_Collected data entries_:
^^^^
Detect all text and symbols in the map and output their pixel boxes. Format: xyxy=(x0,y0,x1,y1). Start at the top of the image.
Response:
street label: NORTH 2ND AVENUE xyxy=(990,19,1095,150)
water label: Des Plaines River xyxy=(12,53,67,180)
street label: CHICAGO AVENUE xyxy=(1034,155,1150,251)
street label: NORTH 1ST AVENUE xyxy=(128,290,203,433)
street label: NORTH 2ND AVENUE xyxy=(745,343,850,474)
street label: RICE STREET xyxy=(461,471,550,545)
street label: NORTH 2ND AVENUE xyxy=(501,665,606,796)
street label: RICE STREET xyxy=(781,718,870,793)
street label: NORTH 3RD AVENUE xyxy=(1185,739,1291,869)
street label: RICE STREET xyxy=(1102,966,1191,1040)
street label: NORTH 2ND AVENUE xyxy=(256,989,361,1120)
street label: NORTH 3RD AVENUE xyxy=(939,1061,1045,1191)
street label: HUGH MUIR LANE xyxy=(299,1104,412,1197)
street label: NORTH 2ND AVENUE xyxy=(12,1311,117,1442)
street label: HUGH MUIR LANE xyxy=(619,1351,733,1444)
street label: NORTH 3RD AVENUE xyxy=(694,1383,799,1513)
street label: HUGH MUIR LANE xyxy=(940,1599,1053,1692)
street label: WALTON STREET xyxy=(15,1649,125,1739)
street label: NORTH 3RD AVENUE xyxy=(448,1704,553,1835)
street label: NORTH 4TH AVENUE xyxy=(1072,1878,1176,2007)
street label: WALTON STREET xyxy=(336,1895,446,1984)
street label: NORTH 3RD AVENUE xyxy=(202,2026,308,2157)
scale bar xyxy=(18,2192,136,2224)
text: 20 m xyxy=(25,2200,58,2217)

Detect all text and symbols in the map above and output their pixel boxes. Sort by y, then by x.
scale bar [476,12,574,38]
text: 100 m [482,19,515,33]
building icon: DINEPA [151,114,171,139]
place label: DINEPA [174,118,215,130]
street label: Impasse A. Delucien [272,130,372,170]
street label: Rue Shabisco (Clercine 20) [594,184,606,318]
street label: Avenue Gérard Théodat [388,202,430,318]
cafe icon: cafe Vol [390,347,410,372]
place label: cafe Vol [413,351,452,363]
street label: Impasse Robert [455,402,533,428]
^^^^
_Assignment_: Word for word, write out all of the entries again.

_Your solution_:
Detect all text and symbols in the map and output their pixel boxes. Format: xyxy=(x0,y0,x1,y1). Start at the top of the image.
Response:
street label: NORTH 2ND AVENUE xyxy=(990,19,1095,150)
water label: Des Plaines River xyxy=(12,53,67,180)
street label: CHICAGO AVENUE xyxy=(1034,155,1150,251)
street label: NORTH 1ST AVENUE xyxy=(128,290,203,433)
street label: NORTH 2ND AVENUE xyxy=(745,343,850,474)
street label: RICE STREET xyxy=(461,471,550,545)
street label: NORTH 2ND AVENUE xyxy=(501,665,606,796)
street label: RICE STREET xyxy=(781,718,870,793)
street label: NORTH 3RD AVENUE xyxy=(1185,739,1291,869)
street label: RICE STREET xyxy=(1102,966,1191,1040)
street label: NORTH 2ND AVENUE xyxy=(256,989,361,1120)
street label: NORTH 3RD AVENUE xyxy=(939,1061,1045,1191)
street label: HUGH MUIR LANE xyxy=(299,1104,412,1197)
street label: NORTH 2ND AVENUE xyxy=(12,1311,117,1442)
street label: HUGH MUIR LANE xyxy=(619,1351,733,1444)
street label: NORTH 3RD AVENUE xyxy=(694,1383,799,1513)
street label: HUGH MUIR LANE xyxy=(940,1599,1053,1692)
street label: WALTON STREET xyxy=(15,1649,125,1739)
street label: NORTH 3RD AVENUE xyxy=(448,1704,553,1835)
street label: NORTH 4TH AVENUE xyxy=(1072,1878,1176,2007)
street label: WALTON STREET xyxy=(336,1895,446,1984)
street label: NORTH 3RD AVENUE xyxy=(202,2026,308,2157)
scale bar xyxy=(18,2192,136,2224)
text: 20 m xyxy=(25,2200,58,2217)

Detect all text and symbols in the map above and output their pixel boxes. Sort by y, then by x.
scale bar [476,12,574,38]
text: 100 m [482,19,515,33]
building icon: DINEPA [151,114,171,139]
place label: DINEPA [174,118,215,130]
street label: Impasse A. Delucien [272,130,372,170]
street label: Rue Shabisco (Clercine 20) [594,184,606,318]
street label: Avenue Gérard Théodat [388,202,430,318]
cafe icon: cafe Vol [390,347,410,372]
place label: cafe Vol [413,351,452,363]
street label: Impasse Robert [455,402,533,428]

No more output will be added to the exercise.